Robyn Munro already knew. That's the thing about working with someone who has spent their career in fashion and editorial. She didn't need us to tell her that her website wasn't right, she could see it herself, and she knew exactly what it needed to feel like. What she needed was someone to actually build it to her vision.
She came to us with a comprehensive brief, and some cool conversations along the way. We took a deep dive into her industry and why her clients insist on working with her. Her existing Squarespace site was contemporary enough, functional, nothing obviously wrong with it. But it was bland in a way that had nothing to do with who she is or who she works with. The fonts were stock standard. The warmth wasn't there. And the names, the brides, the clients, the editorial credits, none of it was being used in a way that told the real story of what she does and at what level she does it.
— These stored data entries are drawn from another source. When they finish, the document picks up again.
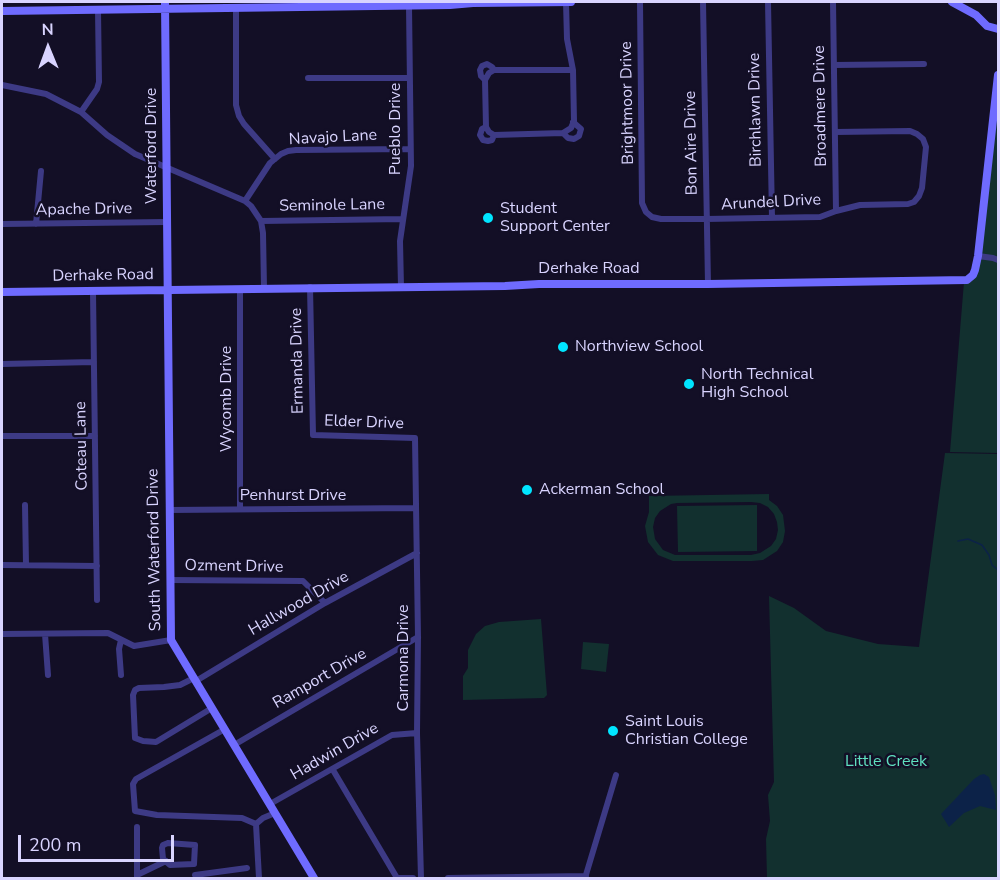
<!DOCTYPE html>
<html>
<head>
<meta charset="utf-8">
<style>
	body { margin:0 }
	#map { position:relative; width:1000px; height:880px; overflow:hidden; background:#130f26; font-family:"Nunito Sans",sans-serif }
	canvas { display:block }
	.frame { position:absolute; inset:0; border:3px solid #d9d4ff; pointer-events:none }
	.north { position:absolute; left:18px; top:18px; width:60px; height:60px; -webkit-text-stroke:4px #130f26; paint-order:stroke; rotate:359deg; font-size:16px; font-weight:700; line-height:24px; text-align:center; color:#d9d4ff }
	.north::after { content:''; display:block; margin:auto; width:21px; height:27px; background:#d9d4ff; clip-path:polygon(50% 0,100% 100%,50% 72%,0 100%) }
	.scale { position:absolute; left:18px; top:835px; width:156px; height:27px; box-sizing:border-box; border:3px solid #d9d4ff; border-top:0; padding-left:8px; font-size:18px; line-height:21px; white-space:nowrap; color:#d9d4ff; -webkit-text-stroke:4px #130f26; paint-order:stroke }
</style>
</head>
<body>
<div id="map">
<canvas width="1000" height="880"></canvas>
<div class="frame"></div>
<div class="north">N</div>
<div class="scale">200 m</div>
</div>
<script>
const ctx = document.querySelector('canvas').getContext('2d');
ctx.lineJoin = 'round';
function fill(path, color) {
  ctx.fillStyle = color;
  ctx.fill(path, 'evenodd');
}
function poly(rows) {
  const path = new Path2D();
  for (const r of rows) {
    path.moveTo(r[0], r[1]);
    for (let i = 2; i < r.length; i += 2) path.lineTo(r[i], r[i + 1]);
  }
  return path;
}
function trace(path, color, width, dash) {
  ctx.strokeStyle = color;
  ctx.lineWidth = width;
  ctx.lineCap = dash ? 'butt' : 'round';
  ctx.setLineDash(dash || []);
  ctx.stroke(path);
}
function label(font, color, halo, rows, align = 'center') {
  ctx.font = font + ' "Nunito Sans",sans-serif';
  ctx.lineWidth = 5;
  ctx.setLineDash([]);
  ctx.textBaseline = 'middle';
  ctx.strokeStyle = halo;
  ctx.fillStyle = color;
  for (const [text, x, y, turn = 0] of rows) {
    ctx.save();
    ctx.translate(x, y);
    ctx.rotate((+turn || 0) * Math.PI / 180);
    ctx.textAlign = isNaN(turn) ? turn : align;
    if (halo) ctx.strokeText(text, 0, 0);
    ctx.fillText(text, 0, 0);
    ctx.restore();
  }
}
fill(poly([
	[998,98,998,453,950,452,964,282,973,279],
	[945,453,998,454,998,878,767,878,766,839,770,821,768,795,774,782,769,596,794,608,826,631,878,644,919,647],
	[769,494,769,500,777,506,783,515,785,531,783,542,777,551,763,560,752,561,673,561,658,555,648,542,645,526,649,512,649,496],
	[751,502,760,503,768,507,774,514,777,522,778,530,776,539,771,546,760,553,751,555,675,555,663,550,655,539,653,527,655,518,660,511,671,504,677,503],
	[757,505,757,551,678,552,677,506],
	[541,619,547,695,544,698,463,700,463,676,468,668,468,650,476,634,485,626,499,622],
	[583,642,609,644,606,672,581,669]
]), '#12302f');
fill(poly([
	[984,774,989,777,995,795,996,810,980,806,964,813,949,827,941,814,974,779,980,775]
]), '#0c2248');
trace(poly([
	[958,541,968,539,982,545,989,555,992,565,998,570]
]), '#0c2248', 1.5);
trace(poly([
	[566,2,567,39,573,70,574,121,571,128,563,133,494,135,489,132,486,127,485,80,489,73,494,70,573,70],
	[640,2,642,203,646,212,652,217,661,219,706,219,820,217,836,211,860,205,908,204,914,202,919,196,922,188,926,147,923,139,917,134,910,131,835,132],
	[703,2,708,284],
	[768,2,772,218],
	[833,2,836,211],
	[236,8,236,105,239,116,244,124,275,159],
	[834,65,924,64],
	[308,78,409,78],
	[485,80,481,76,480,70,482,66,487,64,492,67,494,70],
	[2,85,46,94,81,112,107,135,135,154,245,201,251,206,261,221,263,233,264,288],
	[81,112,97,89,99,82,98,10],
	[486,127,482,129,480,135,483,140,488,141,492,140,494,135],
	[563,133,568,138,574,139,579,136,581,129,573,122],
	[245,201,270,163,281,154,288,151,296,150,410,149],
	[261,221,403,219],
	[2,224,167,222],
	[36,224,41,171],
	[978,256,993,258,998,260],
	[310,287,313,435,415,438,418,637,417,733,421,878],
	[401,287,400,241,411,166,409,6],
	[240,289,240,509],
	[93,292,97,600],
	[2,364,94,362],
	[2,436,95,436],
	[25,505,26,565],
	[169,510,416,508],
	[2,565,97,566],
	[170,580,303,581,325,603],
	[2,634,108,633,134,646,171,640],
	[45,634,48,675],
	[121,675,119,649,121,640],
	[194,678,180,685,164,687,139,688,135,690,133,695,135,738,143,741,156,742,212,708],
	[196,681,325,603,417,553],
	[225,729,136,779,133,784,135,811,157,815,242,818,256,824],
	[234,745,418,637],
	[333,770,397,878,413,878],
	[270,804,392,735,417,733],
	[137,827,137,878],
	[168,843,195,845,194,864,170,865,163,859,162,848,163,845,168,843],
	[137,875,166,861],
	[195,875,247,868],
	[259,878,256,824,263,818,275,813],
	[448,878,586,876],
	[585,878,616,775]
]), '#3d3a85', 6);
trace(poly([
	[165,2,171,640,314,878],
	[952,2,976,15,987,26,998,29],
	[2,11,450,5,473,3,571,2],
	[2,292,505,286,539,284,708,284,967,280,973,275,975,270,978,256,998,75]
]), '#6f6bff', 8);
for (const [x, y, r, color] of [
	[488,218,6,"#00e5ff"],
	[563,347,6,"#00e5ff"],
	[689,384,6,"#00e5ff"],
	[527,490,6,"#00e5ff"],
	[613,731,6,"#00e5ff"]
]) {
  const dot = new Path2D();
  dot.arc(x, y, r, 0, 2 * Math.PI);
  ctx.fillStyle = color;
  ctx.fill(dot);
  trace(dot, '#130f26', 2);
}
label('16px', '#d9d4ff', '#130f26', [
	["Brightmoor Drive",628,103,-91],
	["Broadmere Drive",821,106,-91],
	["Birchlawn Drive",756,110,-91],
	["Pueblo Drive",396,129,-90],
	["Navajo Lane",333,138,-3],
	["Bon Aire Drive",692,143,-91],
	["Waterford Drive",152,146,-90],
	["Arundel Drive",771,203,-3],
	["Seminole Lane",332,206,-1],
	["Apache Drive",84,210,-1],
	["Derhake Road",589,269],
	["Derhake Road",103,276,-1],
	["Ermanda Drive",298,361,-91],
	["Wycomb Drive",227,399,-90],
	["Elder Drive",364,423,2],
	["Coteau Lane",82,446,-91],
	["Penhurst Drive",293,496],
	["South Waterford Drive",155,550,-91],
	["Ozment Drive",234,567,1],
	["Hallwood Drive",299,604,-30],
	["Carmona Drive",404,658,-90],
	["Ramport Drive",320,679,-30],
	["Hadwin Drive",335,752,-30]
]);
label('16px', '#d9d4ff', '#130f26', [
	["Student",500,209],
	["Support Center",500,227],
	["Northview School",575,347],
	["North Technical",701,375],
	["High School",701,393],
	["Ackerman School",539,490],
	["Saint Louis",625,722],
	["Christian College",625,740]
], 'left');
label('16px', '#5fe0c0', '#130f26', [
	["Little Creek",886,762]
]);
</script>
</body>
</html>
Robyn has been styling hair for over three decades. Her clients include some of New Zealand's most recognised names. She has been featured in Together Journal, Hello May, New Zealand Wedding Magazine and Fashion Quarterly. She travels to Europe regularly for work. This is not someone who should have a website that looks like anyone else's.
The brief wasn't about getting more enquiries – it was about getting the right ones. Robyn works with discerning clients, people who care about who is touching their hair on the most important days of their lives, and she wanted her website to do the filtering before anyone picked up the phone. A bride who lands on her site and immediately feels like this might be out of her league is not the right client. A bride who lands on it and thinks yes, this is exactly what I've been looking for, that's who Robyn is after.
We kept the logo. Everything else changed.
The fonts were the first thing. We coded in typefaces that gave the site the editorial depth it needed, something that felt fashion-adjacent without being try-hard about it. The colour palette shifted to match. Warm, refined, the kind of palette that says luxury. The overall feel moved from contemporary but boring to something that felt like it actually belonged to her.


Then we looked at the content. The names were there, sitting in the gallery, not doing anywhere near enough work. Anna Williams. Caitlin Crisp. Kokomo Island. Italy. Waiheke. These are not details you bury. They go on the homepage, they go in the image filenames, they go in the places Google and AI searches look first, and so do the people Robyn wants to find her. Luxury bridal hair stylist Auckland. Celebrity hairstylist New Zealand. Top rated hair stylist in Auckland. Every page, every image, every heading was written for the person searching for exactly what Robyn offers.
The testimonials got the same treatment. When a client writes that she booked Robyn before she even locked in her wedding date, that goes front and centre. When another says she is the epitome of class, that earns its place on the homepage.
When we showed Robyn the finished site her response was immediate. I LOVE IT !!!!!!! So great love your input and you are bang on yay !!!!
The thing this project illustrates, and the reason it's worth writing about, is that a website is not just a place to list your services. It's the first impression a potential client gets of you, and for someone like Robyn, whose entire reputation is built on taste and discernment, that impression needs to match the experience of actually working with her. It wasn't matching. Now it does.
If you're at a point in your business where the work you're doing is better than the way you're presenting yourself, that gap is worth closing. It doesn't always require a full rebrand. Sometimes it's fonts and hierarchy and knowing which words to put where. But it requires someone who understands what you're actually trying to say and who you're trying to say it to.